Here are things I won't be doing on Sunday:
Sundays are the day of rest. If Tom wants something, he's welcome to make it. I'm always in awe of the women who are like, "My husband wanted to throw a Superbowl party so I need to make a list on what I'm going to make!" My face is all:
This is because its always on the tip of my tongue to go, "Why do you have to cook if your husband wants to throw the party?" Then I remember, oh, right, some people LIKE to cook. So keep quiet, Amber.
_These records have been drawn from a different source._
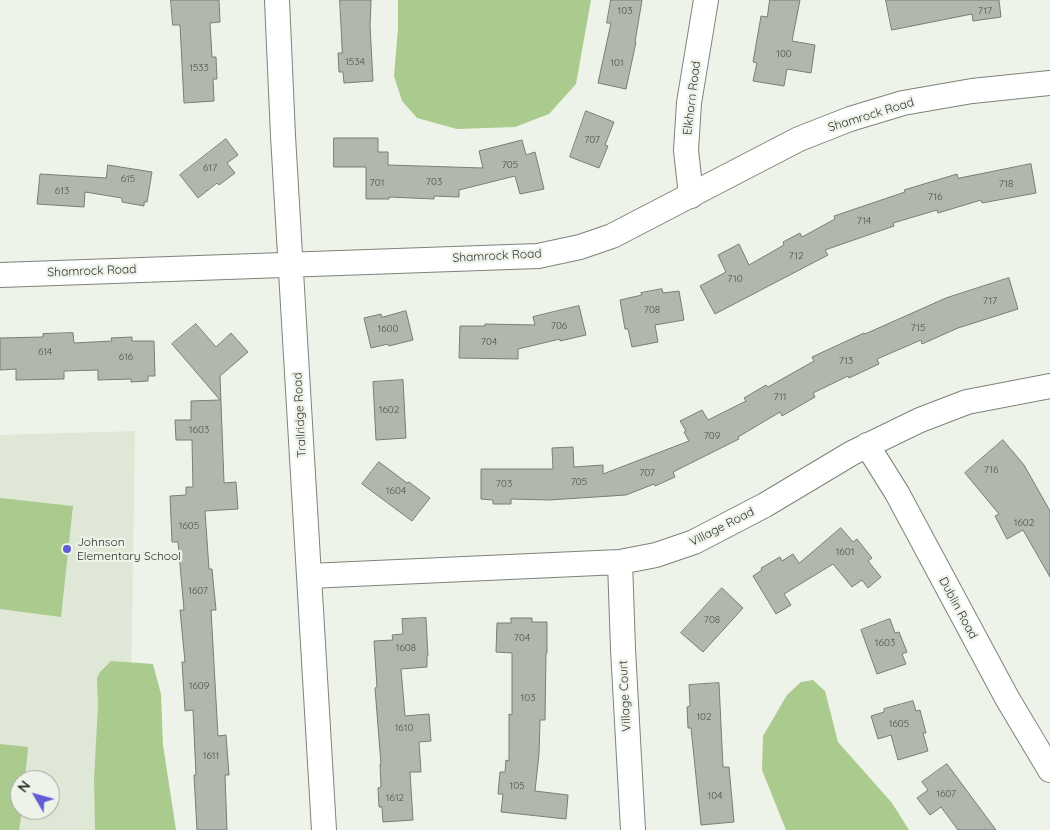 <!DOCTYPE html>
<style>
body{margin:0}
#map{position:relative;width:1050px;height:830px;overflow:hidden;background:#eef3e9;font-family:Quicksand,sans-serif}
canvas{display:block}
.north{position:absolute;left:10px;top:770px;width:50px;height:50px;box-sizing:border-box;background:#eef3e9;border:1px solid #a1a59d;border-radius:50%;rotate:308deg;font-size:14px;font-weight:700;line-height:20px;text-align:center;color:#2d302c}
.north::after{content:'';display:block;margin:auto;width:18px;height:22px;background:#615dd6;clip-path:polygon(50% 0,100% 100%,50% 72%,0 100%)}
</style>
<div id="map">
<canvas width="1050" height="830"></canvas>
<div class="north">N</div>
</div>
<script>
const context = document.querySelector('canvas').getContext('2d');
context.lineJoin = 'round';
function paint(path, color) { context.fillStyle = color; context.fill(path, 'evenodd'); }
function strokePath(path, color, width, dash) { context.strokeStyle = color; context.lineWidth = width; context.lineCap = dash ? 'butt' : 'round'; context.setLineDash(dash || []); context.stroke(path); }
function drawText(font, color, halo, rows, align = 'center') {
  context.font = font + ' Quicksand,sans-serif'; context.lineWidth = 4.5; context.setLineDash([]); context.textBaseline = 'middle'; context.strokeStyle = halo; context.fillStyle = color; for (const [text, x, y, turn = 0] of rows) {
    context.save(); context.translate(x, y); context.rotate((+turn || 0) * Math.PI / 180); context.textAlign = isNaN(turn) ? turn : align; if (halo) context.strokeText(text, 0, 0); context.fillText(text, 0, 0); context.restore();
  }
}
paint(new Path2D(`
 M135 431 129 830H0V435ZM20 780H50V810H20Z`), '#dfe8d6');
paint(new Path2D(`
 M398 0H591L576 84 549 114 515 127 457 129 417 118 402 101 394 76 398 28Z
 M0 498 73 506 61 617 0 609Z
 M111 661 153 664 161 694 163 745 176 830H95L94 780 98 705 97 678 100 672Z
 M813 680 825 691 838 742 892 803 909 830H786L762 770 763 736 787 695 801 682Z
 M0 744 28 747 25 780H20V810H22L19 830H0Z`), '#abca8d');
const building = new Path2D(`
 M171 0H219L220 22 210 23 212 57H216L217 79H213L214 101 184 103 180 25H173Z
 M340 0H371L370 26 373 81 344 83 343 72H339L338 53H342Z
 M611 0H642L635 42H636L626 89 598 83 611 23H607Z
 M770 0H800L792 41 815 45 811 73 787 69 784 86 753 81 757 63 753 62 761 16 767 17Z
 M886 0H999L1001 17 973 21 972 14 892 30Z
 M586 111 614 122 605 145 608 146 599 168 570 157Z
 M334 138H378V152H388V165L483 168 479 151 522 140 526 155 535 152 544 189 520 194 515 176 459 190V197L434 196V199L389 197V199H366V167H334Z
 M226 139 238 155 227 163 235 173 219 185 217 183 198 198 180 175Z
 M1031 164 1036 193 982 203 981 200 938 213 937 210 893 223 894 226 825 250 828 255 715 314 700 286 726 272 718 255 739 244 749 265 784 245 783 242 800 233 802 237 835 219 834 216 905 192 904 190 957 174 958 178Z
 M108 165 152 172 147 202H144V206L122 202V198L85 192 84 207 37 204 40 174 106 178Z
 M1009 278 1018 309 958 328 922 344 921 340 877 359 879 364 849 378 848 376 813 393 815 397 782 416 780 412 738 437 739 439 673 472 675 477 655 486 654 484 626 495 549 500 511 499V504H493V500L481 499V469H553L552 448 573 447 574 467 603 465V474L689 441 684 432 686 431 680 421 702 410 708 420 746 401 744 398 766 385 768 387 814 361 812 357 864 333 865 334 946 298Z
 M662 289 663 293 679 291 684 320 655 325 658 342 632 347 628 329H625L620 300 642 295 641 293Z
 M579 306 586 335 560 341V339L518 349V359L459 358 460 326H485V324L535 325 533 317Z
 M406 311 413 340 389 346 388 344 371 348 364 318 381 314 382 317Z
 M196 324 216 347 231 333 248 352 220 376 224 483 236 482 238 509 205 511 209 569H212L216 610H211L218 736 226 735 229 775H225L227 830H197L194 775H196L193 710 185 711 182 662H185L180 610H184L178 542H172L170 496 186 495V487H193L192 440H176L175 420H191V401L220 400 172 344Z
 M73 333 74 343 112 341 111 338 132 337V341H154L155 376H148V381L131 382V379L98 380V370L64 371V379L16 380V369L0 370V338L43 337V334Z
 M403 380 406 438 376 440 373 382Z
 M1003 440 1024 465 1050 511V577L1023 530 1007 539 995 516 999 514 965 473Z
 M379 462 407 483 409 482 430 498 412 521 362 484Z
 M841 528 853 542 857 539 872 558 868 561 881 577 868 588 862 580 852 587 833 564 784 594 791 605 776 614 753 576 762 570 761 568 780 557 782 561 793 554 799 563Z
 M722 588 743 608 703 652 681 633Z
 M426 618 428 656H427V667L401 669 405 716 429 714 431 741 419 742 421 772H410L413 820 383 822 382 807H379L378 788 381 787 380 764H381L375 688 377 687 374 641 393 640 392 635 403 634 402 619Z
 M511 618H532V622H547V653H546L545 720H540L539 754 535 791 568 795 566 819 501 812 503 794H498L500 772H505L506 760 509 761V714L512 715V653L496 652 497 623H511Z
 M890 619 895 633 899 632 907 652 902 654 906 664 877 674 861 630Z
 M719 683 723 767H729L734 822 701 825 691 728H688L687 707 690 706 689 685Z
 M913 701 916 711 920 710 926 733H923L928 751 898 760 891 735 878 739 871 716 884 712V709Z
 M947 764 996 830H958L941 807 930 815 917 798 928 790 922 782Z`);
paint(building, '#b2b7ad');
strokePath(building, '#797e75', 1);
const minor = new Path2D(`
 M277 0 283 136 324 830
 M691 196 686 150 689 103 706 0
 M0 275 538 256 580 247 612 236 799 139 850 119 903 103 972 91 1050 83
 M867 445 897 493 1007 698 1050 770
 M620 562 623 649 633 830
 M309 576 620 562 656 555 694 542 765 505 852 453 920 420 967 402 1050 386`);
strokePath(minor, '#7e8379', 26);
strokePath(minor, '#fff', 24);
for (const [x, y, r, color] of [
 [67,549,5,"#615dd6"]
]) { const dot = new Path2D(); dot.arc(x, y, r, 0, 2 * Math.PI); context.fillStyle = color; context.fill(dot); strokePath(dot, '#eef3e9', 2); }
drawText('10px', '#4e524c', null, [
 ["103",625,11],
 ["717",985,11],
 ["100",784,54],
 ["1534",355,62],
 ["101",617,63],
 ["1533",199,68],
 ["707",592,140],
 ["705",510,165],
 ["617",210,168],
 ["615",128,179],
 ["703",434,182],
 ["701",377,183],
 ["718",1006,184],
 ["613",62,191],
 ["716",935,197],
 ["714",864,221],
 ["712",796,256],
 ["710",735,279],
 ["717",990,301],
 ["708",652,310],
 ["706",559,326],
 ["715",918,328],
 ["1600",388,329],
 ["704",489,342],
 ["614",45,352],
 ["616",126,357],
 ["713",846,361],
 ["711",780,397],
 ["1602",389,410],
 ["1603",199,430],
 ["709",712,436],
 ["716",991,470],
 ["707",647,473],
 ["705",579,482],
 ["703",504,484],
 ["1604",396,491],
 ["1602",1024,523],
 ["1605",189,526],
 ["1601",845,552],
 ["1607",198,591],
 ["708",712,620],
 ["704",522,638],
 ["1603",885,643],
 ["1608",406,648],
 ["1609",199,686],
 ["103",528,698],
 ["102",704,717],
 ["1605",899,724],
 ["1610",404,728],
 ["1611",211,756],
 ["105",517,786],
 ["1607",946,794],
 ["104",715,796],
 ["1612",395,798]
]);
drawText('12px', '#2d302c', '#eef3e9', [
 ["Elkhorn Road",692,98,-83],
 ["Shamrock Road",871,115,-17],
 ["Shamrock Road",497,256,-3],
 ["Shamrock Road",92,271,-2],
 ["Trailridge Road",300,415,-93],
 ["Village Road",722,527,-27],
 ["Dublin Road",958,608,62],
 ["Village Court",625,696,-93]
]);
drawText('12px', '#2d302c', '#eef3e9', [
 ["Johnson",77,542],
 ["Elementary School",77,556]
], 'left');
</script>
It drives me insane when people shout for no reason. So an overpaid padded player drops the ball? Big deal. I was more upset when the show Friends made us wait to find out what would happen after Ross said the name Rachel at his wedding to Emily. That's something to shout about. We had to wait like THREE MONTHS to witness the aftermath of that debacle. You don't shout over a fumble. You shout over cliffhangers and when things like this happen:
Rooting For A Certain Team
I generally pick who I want to win based on the uniform color. The Seahawks have better colors. Remember when Starter Jackets were all the rage? I had a Dallas one. Not because I liked the team but because I liked the colors. So people would be like, "How about those cowboys?" and I'd go,
Then I'd realize, "oh RIGHT, I'm wearing a team jacket, sort of."
Go Online And Bash Moves That Players Make
I'm always in awe on how passionate some people get online. This one chick was all, "If you say a bad word about *insert football player here* I am UNFRIENDING you." Over FOOTBALL! I was tempted to bash said football player just to see if she was telling the truth. I didn't. But it took all my willpower not to comment, "You know it's a GAME, right? *Insert football player here* doesn't even know you exist."
Run Through The Streets After The Game
I'm on base housing. If we tried to do this, the base police would be called. I'd be tempted to run through the streets because FOOTBALL IS OVER, YAY! No more horrible games interrupting my shows! So maybe I WOULD run through the streets. But wait. I can't. Base police. Maybe I'll make a sign that says, "IT'S OVER!" and place it in my yard. But then people might think I was talking about my marriage or something and base police would knock on the door, making sure we weren't having domestic issues (my husband has gone to many a domestic issue. People on base are pretty crazy sometimes.)
So if you're watching the game, have fun! Just know that I'll be on the couch reading.
Or playing Barbies with my daughter.
Or going out and buying a big bucket of chicken because people's Instagram pictures of their Superbowl foods will undoubtably make me hungry.
Go Seahawks, but only because I like their uniform more!